The company’s three SeaWorld marine parks — in San Diego, Orlando and San Antonio, Texas — were particularly hard hit by public boycotting.

SeaWorld Entertainment in 2016 announced it would invest $175 million in new shows, attractions and sea-life habitats at its U.S. parks in 2017 alone, and projects have continued well into 2018 and 2019. In response to the “Blackfish” controversy, the company discontinued orca performance shows and the captive breeding of killer whales, and put more marketing focus on its marine-life conservation and education programs.

Still, the troubles continued well into 2017, when SeaWorld San Diego’s attendance dropped 13.9 percent from the prior year, to 3.1 million; and SeaWorld Orlando’s declined 10 percent, to 3.9 million, according to the theme park association numbers.

Company officials said new attractions at several of its parks, including the three SeaWorld venues, had begun to pay off by November 2018, when SeaWorld Entertainment reported that its companywide visitor count for the third quarter rose 9.7 percent from the prior year, to 8.3 million guests. Total revenue for the quarter increased 10.4 percent, to $483.2 million; and net income rose 75 percent, to $96 million.

Alan Reay, president of hotel brokerage and research firm Atlas Hospitality Group, said on-site hotels are often seen by theme park operators as important to boosting time — and money — spent on properties, though it’s not known what impact might result from the SeaWorld San Diego hotel not getting built.

In general, he said SeaWorld’s recent uptick in attendance might spur other hotel operators to consider their own venues near the theme park, provided they can find appropriate sites that haven’t already been built out.

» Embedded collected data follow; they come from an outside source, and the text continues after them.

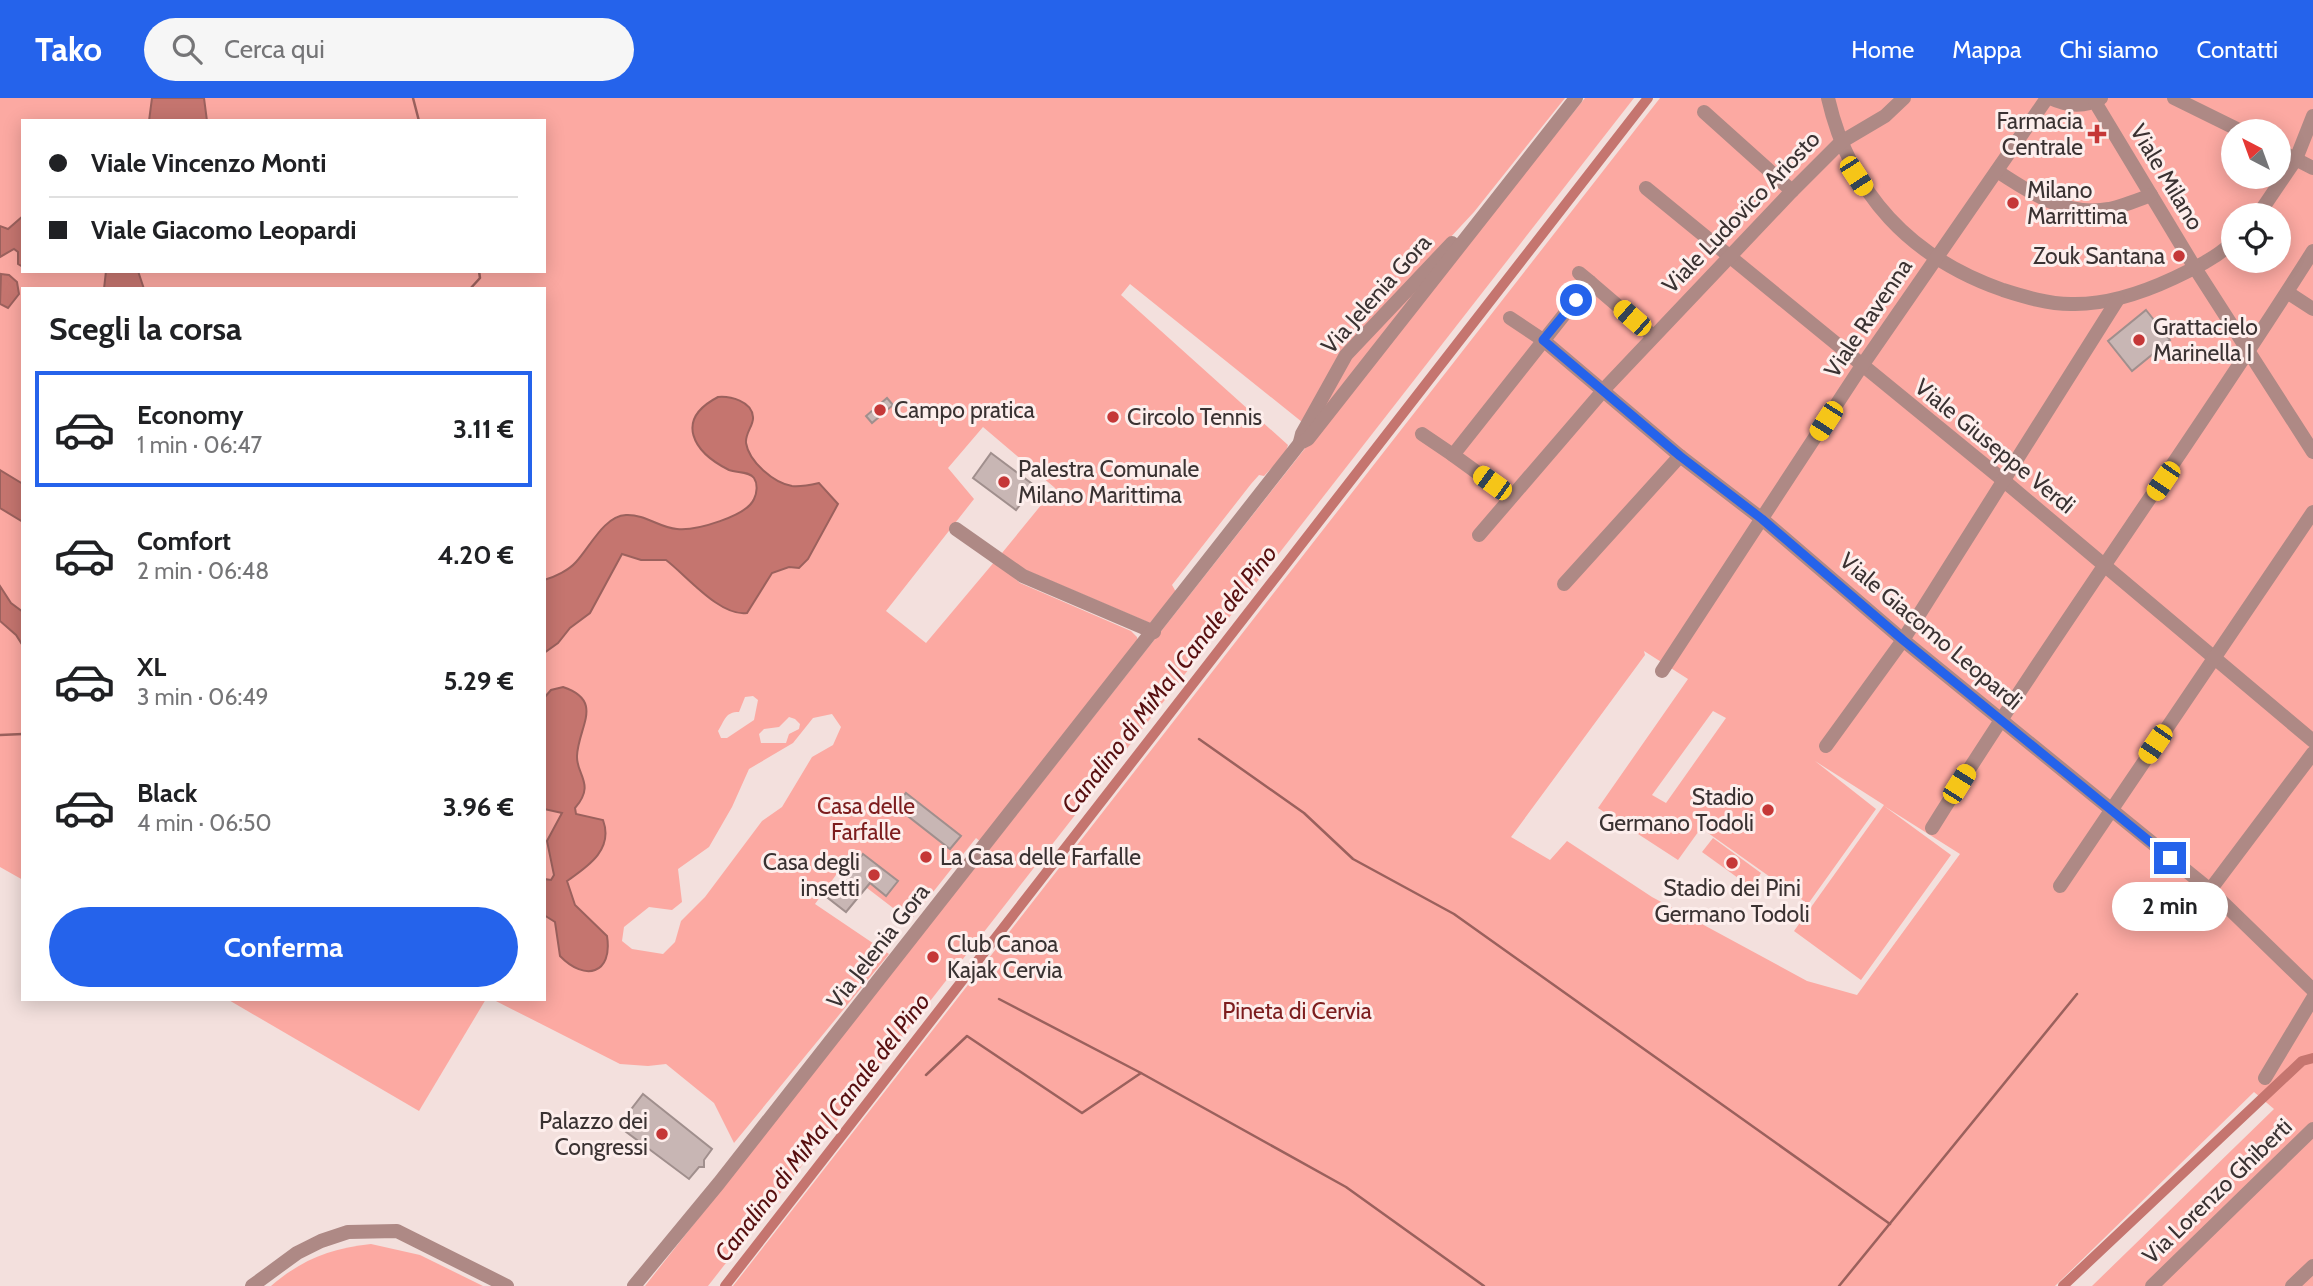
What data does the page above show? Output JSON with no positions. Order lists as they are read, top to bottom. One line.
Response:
{"streets":{"street":["Viale Milano","Viale Ludovico Ariosto","Via Jelenia Gora","Viale Ravenna","Viale Giuseppe Verdi","Viale Giacomo Leopardi","Via Lorenzo Ghiberti"]},"crossings":[["Viale Ludovico Ariosto","Viale Giuseppe Verdi"],["Viale Ludovico Ariosto","Viale Giacomo Leopardi"],["Viale Ravenna","Viale Giuseppe Verdi"],["Viale Ravenna","Viale Giacomo Leopardi"]],"water":["Canalino di MiMa | Canale del Pino"],"parks":["Casa delle Farfalle","Pineta di Cervia"],"places":{"health":["Farmacia Centrale"],"other":["Milano Marrittima","Zouk Santana","Grattacielo Marinella I","Campo pratica","Circolo Tennis","Palestra Comunale Milano Marittima","Stadio Germano Todoli","La Casa delle Farfalle","Stadio dei Pini Germano Todoli","Casa degli insetti","Club Canoa Kajak Cervia","Palazzo dei Congressi"]},"north":"top left","page":{"header":"Tako","search":"Cerca qui","nav":["Home","Mappa","Chi siamo","Contatti"],"banner":["Viale Vincenzo Monti","Viale Giacomo Leopardi"],"heading":"Scegli la corsa","list":[{"name":"Economy","note":"1 min · 06:47","value":"3.11 €"},{"name":"Comfort","note":"2 min · 06:48","value":"4.20 €"},{"name":"XL","note":"3 min · 06:49","value":"5.29 €"},{"name":"Black","note":"4 min · 06:50","value":"3.96 €"}],"bubble":"2 min","buttons":"Conferma"}}
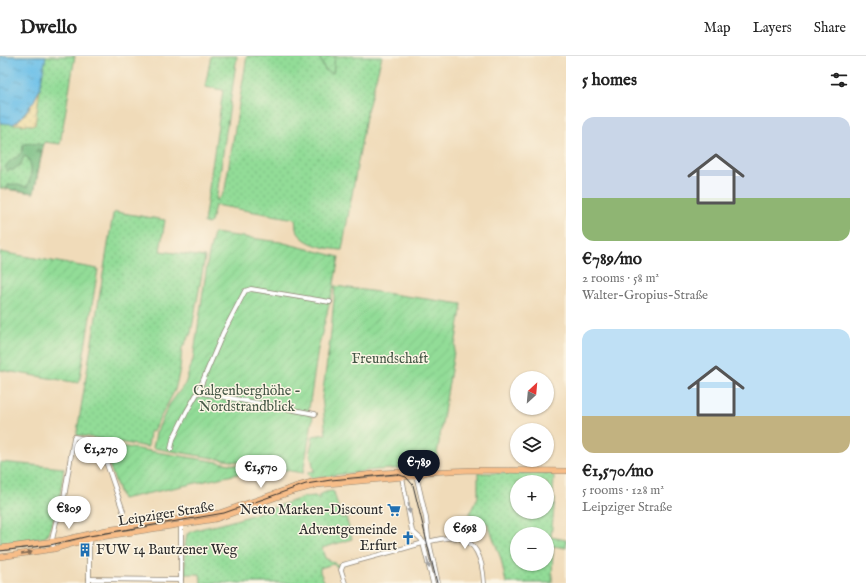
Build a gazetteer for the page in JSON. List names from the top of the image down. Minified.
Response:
{"streets":{"main road":["Leipziger Straße"]},"parks":["Freundschaft","Galgenberghöhe - Nordstrandblick"],"places":{"supermarket":["Netto Marken-Discount"],"church":["Adventgemeinde Erfurt"],"building":["FUW 14 Bautzener Weg"]},"north":"top right","page":{"header":"Dwello","nav":["Map","Layers","Share"],"heading":"5 homes","list":[{"name":"€789/mo","note":"2 rooms · 58 m² · Walter-Gropius-Straße"},{"name":"€1,570/mo","note":"5 rooms · 128 m² · Leipziger Straße"}],"map_buttons":["+","−"],"price":["€1,270","€789","€1,570","€809","€698"]}}
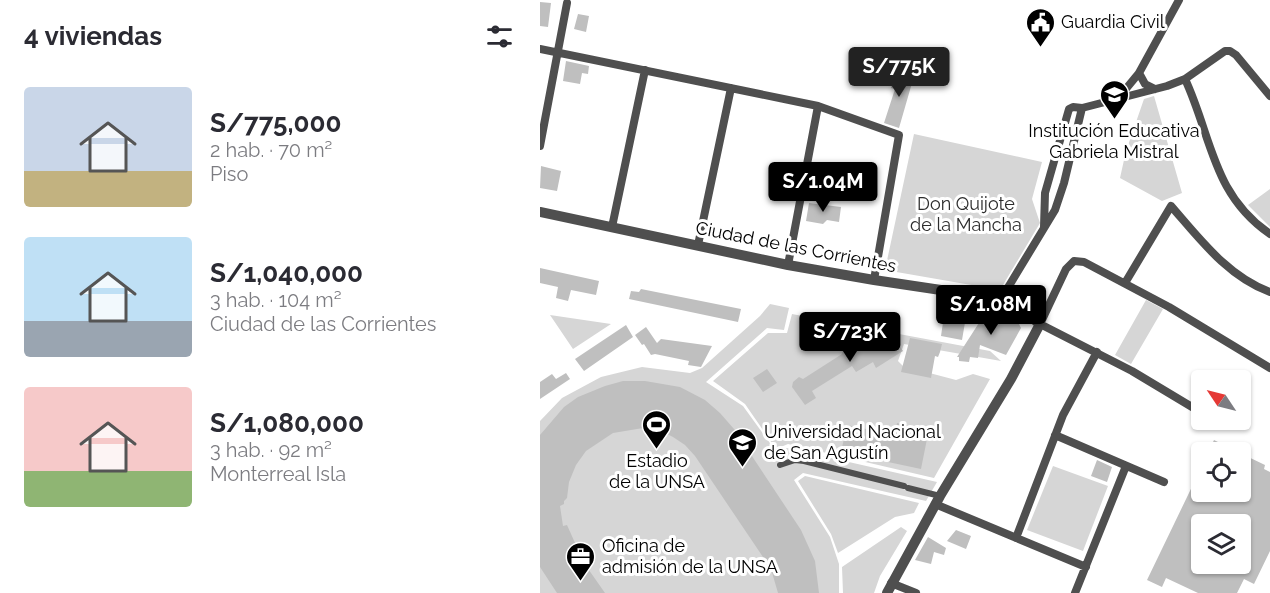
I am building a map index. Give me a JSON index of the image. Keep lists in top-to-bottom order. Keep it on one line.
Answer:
{"streets":{"street":["Ciudad de las Corrientes"]},"parks":["Don Quijote de la Mancha"],"places":{"public building":["Guardia Civil"],"school or university":["Institución Educativa Gabriela Mistral","Universidad Nacional de San Agustín"],"sports":["Estadio de la UNSA"],"office":["Oficina de admisión de la UNSA"]},"north":"top left","page":{"heading":"4 viviendas","price":["S/775K","S/1.04M","S/1.08M","S/723K"],"list":[{"name":"S/775,000","note":"2 hab. · 70 m² · Piso"},{"name":"S/1,040,000","note":"3 hab. · 104 m² · Ciudad de las Corrientes"},{"name":"S/1,080,000","note":"3 hab. · 92 m² · Monterreal Isla"}]}}
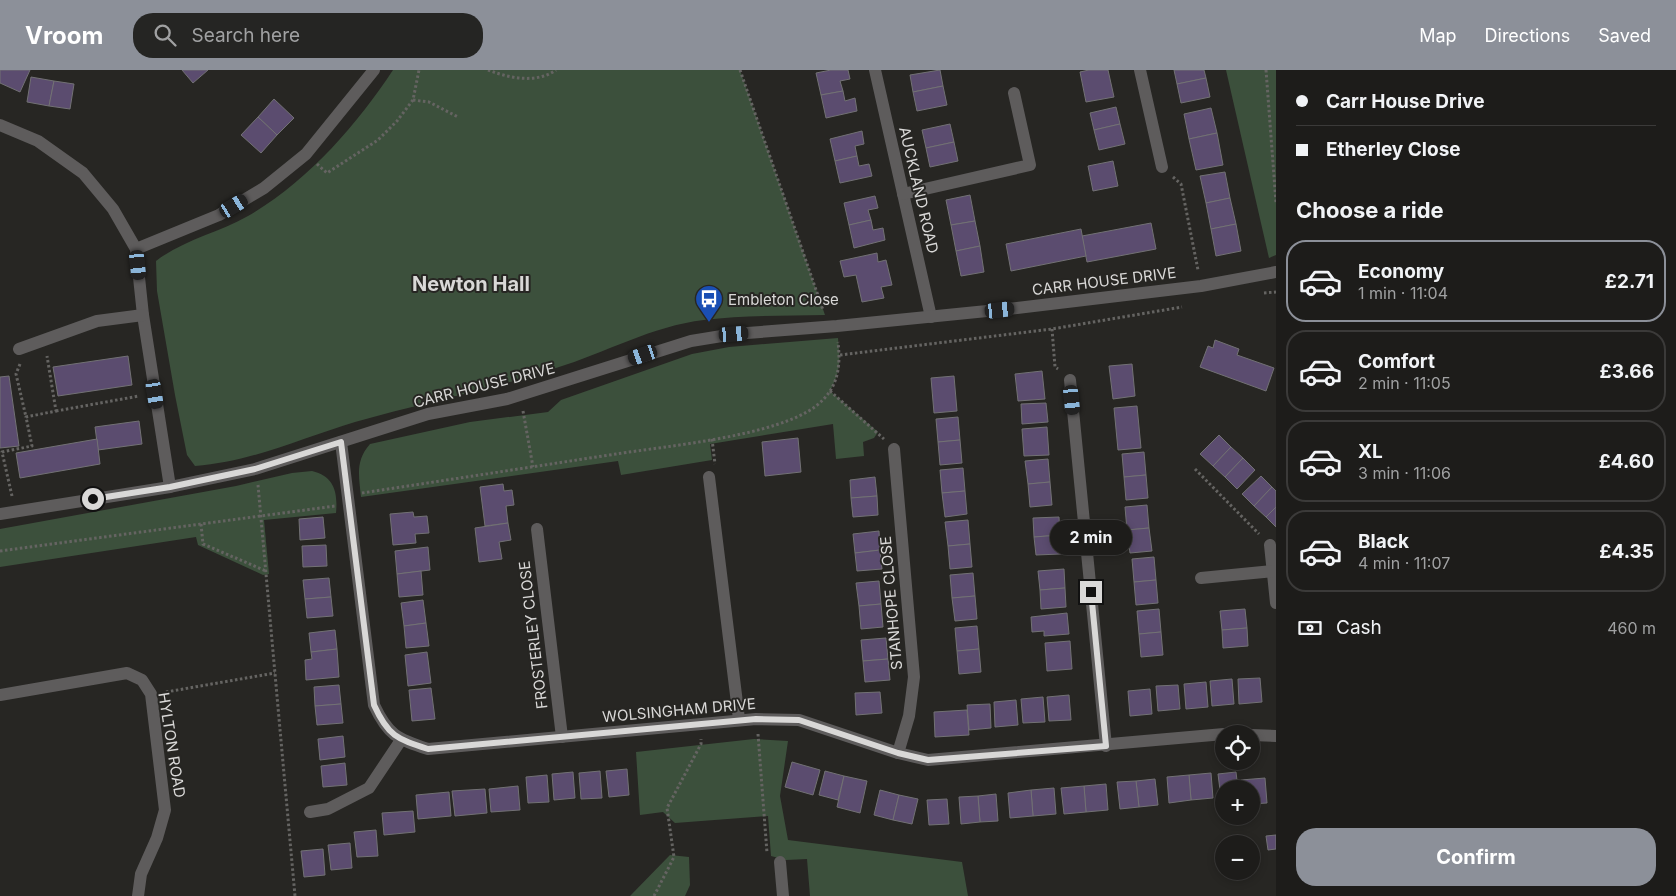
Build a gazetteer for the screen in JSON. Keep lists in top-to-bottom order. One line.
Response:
{"streets":{"street":["AUCKLAND ROAD","CARR HOUSE DRIVE","STANHOPE CLOSE","FROSTERLEY CLOSE","WOLSINGHAM DRIVE","HYLTON ROAD"]},"crossings":[["AUCKLAND ROAD","CARR HOUSE DRIVE"],["CARR HOUSE DRIVE","WOLSINGHAM DRIVE"],["STANHOPE CLOSE","WOLSINGHAM DRIVE"],["FROSTERLEY CLOSE","WOLSINGHAM DRIVE"]],"districts":["Newton Hall"],"places":{"bus stop":["Embleton Close"]},"page":{"header":"Vroom","search":"Search here","nav":["Map","Directions","Saved"],"banner":["Carr House Drive","Etherley Close"],"heading":"Choose a ride","list":[{"name":"Economy","note":"1 min · 11:04","value":"£2.71"},{"name":"Comfort","note":"2 min · 11:05","value":"£3.66"},{"name":"XL","note":"3 min · 11:06","value":"£4.60"},{"name":"Black","note":"4 min · 11:07","value":"£4.35"}],"bubble":"2 min","pay":["Cash","460 m"],"map_buttons":["+","−"],"buttons":"Confirm"}}
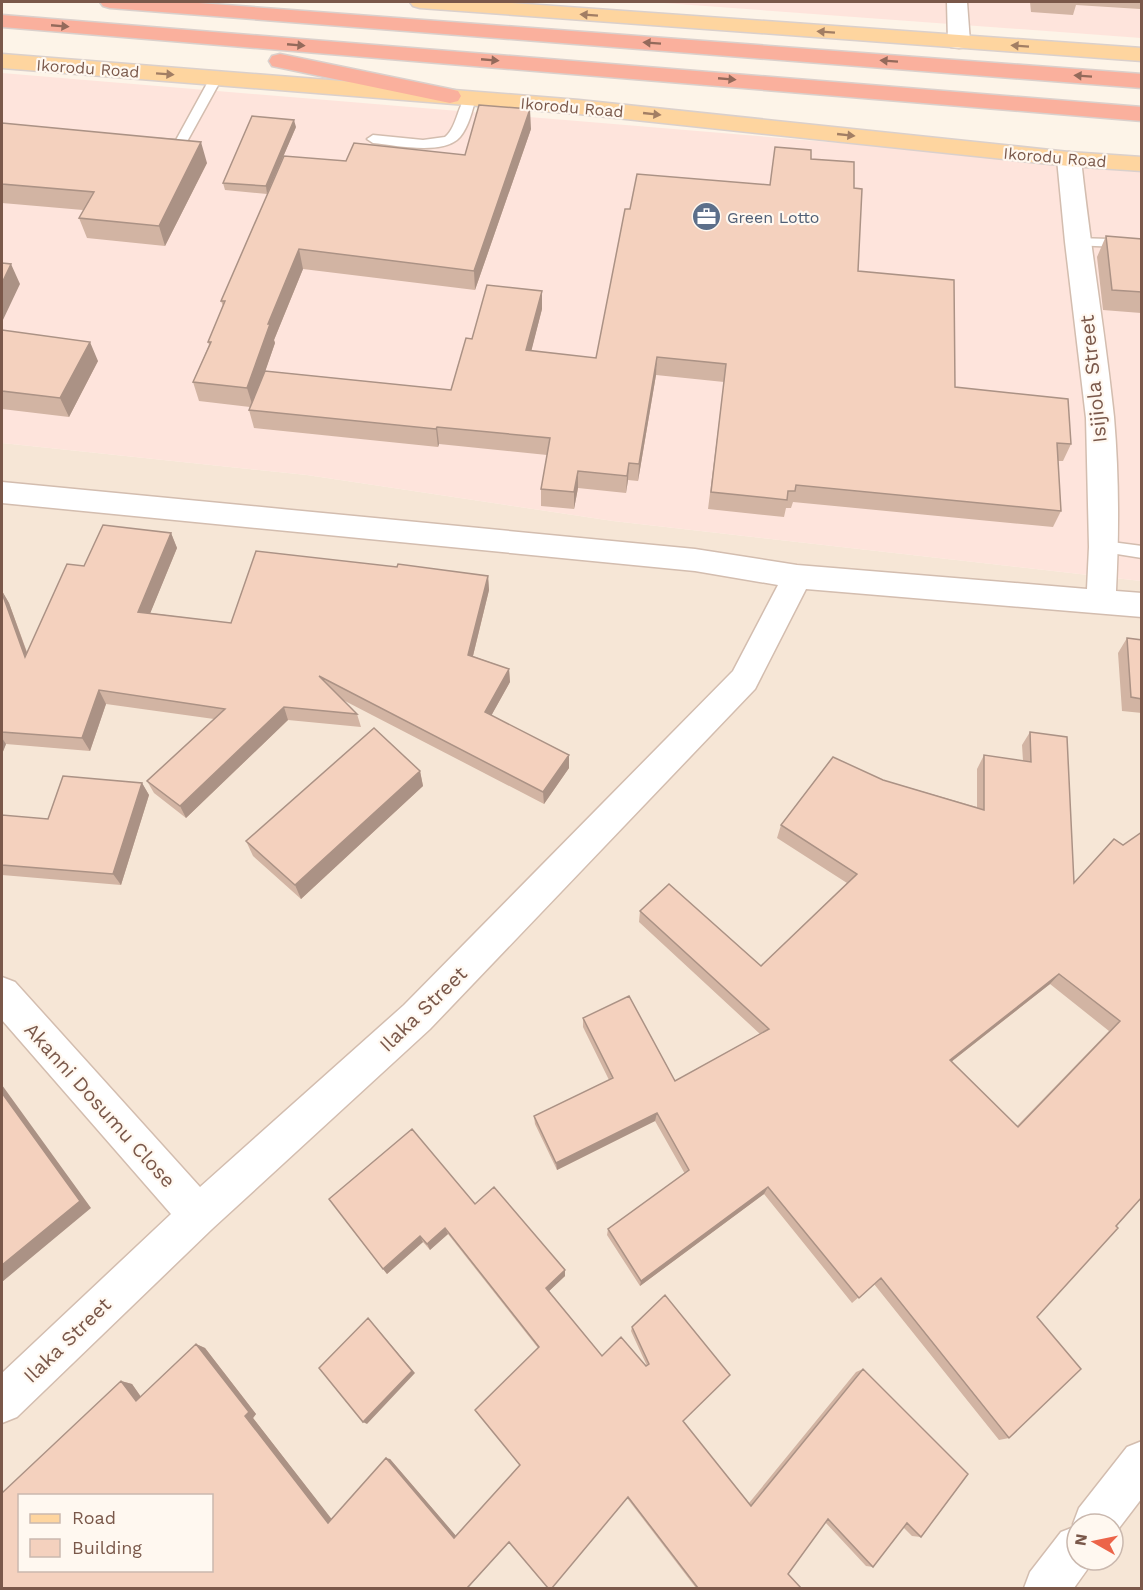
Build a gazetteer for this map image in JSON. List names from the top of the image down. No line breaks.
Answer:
{"streets":{"main road":["Ikorodu Road"],"street":["Isijiola Street","Ilaka Street","Akanni Dosumu Close"]},"crossings":[["Ikorodu Road","Isijiola Street"],["Ilaka Street","Akanni Dosumu Close"]],"places":{"office":["Green Lotto"]},"legend":["Road","Building"],"north":"left"}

“It could encourage other developers” to mull future projects on the park’s perimeter, similar to what’s already happened for the past several decades around popular theme parks in California and South Florida, Reay said.

SeaWorld San Diego has spurred development of numerous hotels in the city’s Mission Bay area since the park’s 1964 opening, although in recent years hotel metrics in that area have remained strong regardless of attendance woes at SeaWorld and its parent company. Mission Bay remains popular with both locals and visitors because of its proximity to local beaches and access to the city’s Mission Bay Park, among the nation’s largest civic open spaces with vast acreage geared to sailing, fishing and other aquatic recreation not tied to SeaWorld.

SeaWorld Entertainment posted a $2.8 million loss in fees and expenses related to the termination of the San Diego hotel deal, but SeaWorld and Evans Hotels both declined to elaborate on the exact causes for the project’s cancellation.

However, a federal lawsuit recently filed by Evans Hotels against local labor union leaders — in relation to another San Diego hotel project not tied to SeaWorld — includes claims by the hotelier that pressure from organized labor helped scuttle the SeaWorld hotel deal.

The suit alleges organized labor demands in relation to a proposed expansion at another Evans hotel, Bahia Resort on Mission Bay — demands that Evans resisted — helped kill the SeaWorld deal after union leaders also put pressure on SeaWorld, which ultimately decided to drop the hotel project.

By contrast, the roller coasters were not opposed by the union, according to the lawsuit.

“Although SeaWorld is not unionized, the union did not to oppose the Electric Eel ride because of the large number of new union jobs that would be created in constructing it,” the suit states.

Representatives of Unite Here Local 30, which represents local hospitality workers and is a defendant in the Evans suit, did not immediately respond to requests for comment. In a recent statement to the San Diego Union-Tribune newspaper, union officials denied claims in the suit and said labor leaders are “within their rights” to raise public concerns about hotel projects.